### WORK ORDER
For every record here, output an exact copy.

Collected data entries
-------------------------

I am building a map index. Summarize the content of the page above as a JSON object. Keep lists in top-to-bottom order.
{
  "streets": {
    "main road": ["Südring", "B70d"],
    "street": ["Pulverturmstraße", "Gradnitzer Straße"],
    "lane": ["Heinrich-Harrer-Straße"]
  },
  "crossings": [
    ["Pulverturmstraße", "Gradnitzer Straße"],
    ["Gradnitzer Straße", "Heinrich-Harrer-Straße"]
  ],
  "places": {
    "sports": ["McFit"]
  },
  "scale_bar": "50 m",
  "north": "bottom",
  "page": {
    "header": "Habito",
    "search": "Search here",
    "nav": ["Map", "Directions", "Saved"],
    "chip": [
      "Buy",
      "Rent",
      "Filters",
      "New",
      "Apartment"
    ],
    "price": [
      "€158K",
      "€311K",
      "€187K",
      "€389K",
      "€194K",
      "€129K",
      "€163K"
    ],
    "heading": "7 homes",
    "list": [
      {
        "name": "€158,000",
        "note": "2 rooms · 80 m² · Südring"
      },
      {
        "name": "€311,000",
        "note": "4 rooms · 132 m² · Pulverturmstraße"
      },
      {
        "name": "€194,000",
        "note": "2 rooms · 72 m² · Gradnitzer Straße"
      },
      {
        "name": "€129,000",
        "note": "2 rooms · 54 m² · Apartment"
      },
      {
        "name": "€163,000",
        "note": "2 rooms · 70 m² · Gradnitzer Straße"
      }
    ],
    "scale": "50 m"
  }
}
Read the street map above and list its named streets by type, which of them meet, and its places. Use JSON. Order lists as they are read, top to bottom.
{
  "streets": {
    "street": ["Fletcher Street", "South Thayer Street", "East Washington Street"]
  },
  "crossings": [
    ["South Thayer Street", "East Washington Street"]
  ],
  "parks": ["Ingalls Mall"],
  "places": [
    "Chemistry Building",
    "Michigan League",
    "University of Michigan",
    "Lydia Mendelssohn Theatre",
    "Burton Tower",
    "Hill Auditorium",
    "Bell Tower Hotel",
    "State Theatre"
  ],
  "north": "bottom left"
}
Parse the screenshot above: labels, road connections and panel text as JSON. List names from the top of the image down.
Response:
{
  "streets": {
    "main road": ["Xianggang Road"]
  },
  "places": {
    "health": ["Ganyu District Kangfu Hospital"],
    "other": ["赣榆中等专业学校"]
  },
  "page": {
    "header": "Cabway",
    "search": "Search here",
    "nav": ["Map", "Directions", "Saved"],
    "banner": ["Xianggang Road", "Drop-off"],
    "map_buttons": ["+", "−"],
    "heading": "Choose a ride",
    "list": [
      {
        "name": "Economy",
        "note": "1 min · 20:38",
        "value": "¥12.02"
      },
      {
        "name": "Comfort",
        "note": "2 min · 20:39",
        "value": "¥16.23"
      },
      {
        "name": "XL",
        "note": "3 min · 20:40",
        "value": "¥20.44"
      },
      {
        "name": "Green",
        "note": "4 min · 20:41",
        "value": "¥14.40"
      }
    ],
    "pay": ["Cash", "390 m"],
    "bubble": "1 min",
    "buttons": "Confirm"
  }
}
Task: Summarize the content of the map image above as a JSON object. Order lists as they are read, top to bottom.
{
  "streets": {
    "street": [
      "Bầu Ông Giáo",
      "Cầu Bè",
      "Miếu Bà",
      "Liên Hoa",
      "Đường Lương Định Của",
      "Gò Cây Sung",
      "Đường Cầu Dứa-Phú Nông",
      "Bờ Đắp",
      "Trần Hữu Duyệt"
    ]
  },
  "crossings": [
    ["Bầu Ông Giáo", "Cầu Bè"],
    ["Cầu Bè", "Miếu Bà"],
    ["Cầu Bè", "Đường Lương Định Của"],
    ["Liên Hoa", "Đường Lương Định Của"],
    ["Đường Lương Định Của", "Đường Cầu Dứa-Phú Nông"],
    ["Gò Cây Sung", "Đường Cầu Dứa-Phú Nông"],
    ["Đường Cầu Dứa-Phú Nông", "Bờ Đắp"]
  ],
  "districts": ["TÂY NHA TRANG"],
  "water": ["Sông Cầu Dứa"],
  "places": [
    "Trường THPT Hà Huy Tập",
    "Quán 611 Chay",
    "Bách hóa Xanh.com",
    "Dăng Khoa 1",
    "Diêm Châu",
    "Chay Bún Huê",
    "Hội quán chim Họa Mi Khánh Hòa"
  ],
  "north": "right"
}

-------------------------

### RESPONSE
I am building a map index. Summarize the content of the page above as a JSON object. Keep lists in top-to-bottom order.
{
  "streets": {
    "main road": ["Südring", "B70d"],
    "street": ["Pulverturmstraße", "Gradnitzer Straße"],
    "lane": ["Heinrich-Harrer-Straße"]
  },
  "crossings": [
    ["Pulverturmstraße", "Gradnitzer Straße"],
    ["Gradnitzer Straße", "Heinrich-Harrer-Straße"]
  ],
  "places": {
    "sports": ["McFit"]
  },
  "scale_bar": "50 m",
  "north": "bottom",
  "page": {
    "header": "Habito",
    "search": "Search here",
    "nav": ["Map", "Directions", "Saved"],
    "chip": [
      "Buy",
      "Rent",
      "Filters",
      "New",
      "Apartment"
    ],
    "price": [
      "€158K",
      "€311K",
      "€187K",
      "€389K",
      "€194K",
      "€129K",
      "€163K"
    ],
    "heading": "7 homes",
    "list": [
      {
        "name": "€158,000",
        "note": "2 rooms · 80 m² · Südring"
      },
      {
        "name": "€311,000",
        "note": "4 rooms · 132 m² · Pulverturmstraße"
      },
      {
        "name": "€194,000",
        "note": "2 rooms · 72 m² · Gradnitzer Straße"
      },
      {
        "name": "€129,000",
        "note": "2 rooms · 54 m² · Apartment"
      },
      {
        "name": "€163,000",
        "note": "2 rooms · 70 m² · Gradnitzer Straße"
      }
    ],
    "scale": "50 m"
  }
}
Read the street map above and list its named streets by type, which of them meet, and its places. Use JSON. Order lists as they are read, top to bottom.
{
  "streets": {
    "street": ["Fletcher Street", "South Thayer Street", "East Washington Street"]
  },
  "crossings": [
    ["South Thayer Street", "East Washington Street"]
  ],
  "parks": ["Ingalls Mall"],
  "places": [
    "Chemistry Building",
    "Michigan League",
    "University of Michigan",
    "Lydia Mendelssohn Theatre",
    "Burton Tower",
    "Hill Auditorium",
    "Bell Tower Hotel",
    "State Theatre"
  ],
  "north": "bottom left"
}
Parse the screenshot above: labels, road connections and panel text as JSON. List names from the top of the image down.
Response:
{
  "streets": {
    "main road": ["Xianggang Road"]
  },
  "places": {
    "health": ["Ganyu District Kangfu Hospital"],
    "other": ["赣榆中等专业学校"]
  },
  "page": {
    "header": "Cabway",
    "search": "Search here",
    "nav": ["Map", "Directions", "Saved"],
    "banner": ["Xianggang Road", "Drop-off"],
    "map_buttons": ["+", "−"],
    "heading": "Choose a ride",
    "list": [
      {
        "name": "Economy",
        "note": "1 min · 20:38",
        "value": "¥12.02"
      },
      {
        "name": "Comfort",
        "note": "2 min · 20:39",
        "value": "¥16.23"
      },
      {
        "name": "XL",
        "note": "3 min · 20:40",
        "value": "¥20.44"
      },
      {
        "name": "Green",
        "note": "4 min · 20:41",
        "value": "¥14.40"
      }
    ],
    "pay": ["Cash", "390 m"],
    "bubble": "1 min",
    "buttons": "Confirm"
  }
}
Task: Summarize the content of the map image above as a JSON object. Order lists as they are read, top to bottom.
{
  "streets": {
    "street": [
      "Bầu Ông Giáo",
      "Cầu Bè",
      "Miếu Bà",
      "Liên Hoa",
      "Đường Lương Định Của",
      "Gò Cây Sung",
      "Đường Cầu Dứa-Phú Nông",
      "Bờ Đắp",
      "Trần Hữu Duyệt"
    ]
  },
  "crossings": [
    ["Bầu Ông Giáo", "Cầu Bè"],
    ["Cầu Bè", "Miếu Bà"],
    ["Cầu Bè", "Đường Lương Định Của"],
    ["Liên Hoa", "Đường Lương Định Của"],
    ["Đường Lương Định Của", "Đường Cầu Dứa-Phú Nông"],
    ["Gò Cây Sung", "Đường Cầu Dứa-Phú Nông"],
    ["Đường Cầu Dứa-Phú Nông", "Bờ Đắp"]
  ],
  "districts": ["TÂY NHA TRANG"],
  "water": ["Sông Cầu Dứa"],
  "places": [
    "Trường THPT Hà Huy Tập",
    "Quán 611 Chay",
    "Bách hóa Xanh.com",
    "Dăng Khoa 1",
    "Diêm Châu",
    "Chay Bún Huê",
    "Hội quán chim Họa Mi Khánh Hòa"
  ],
  "north": "right"
}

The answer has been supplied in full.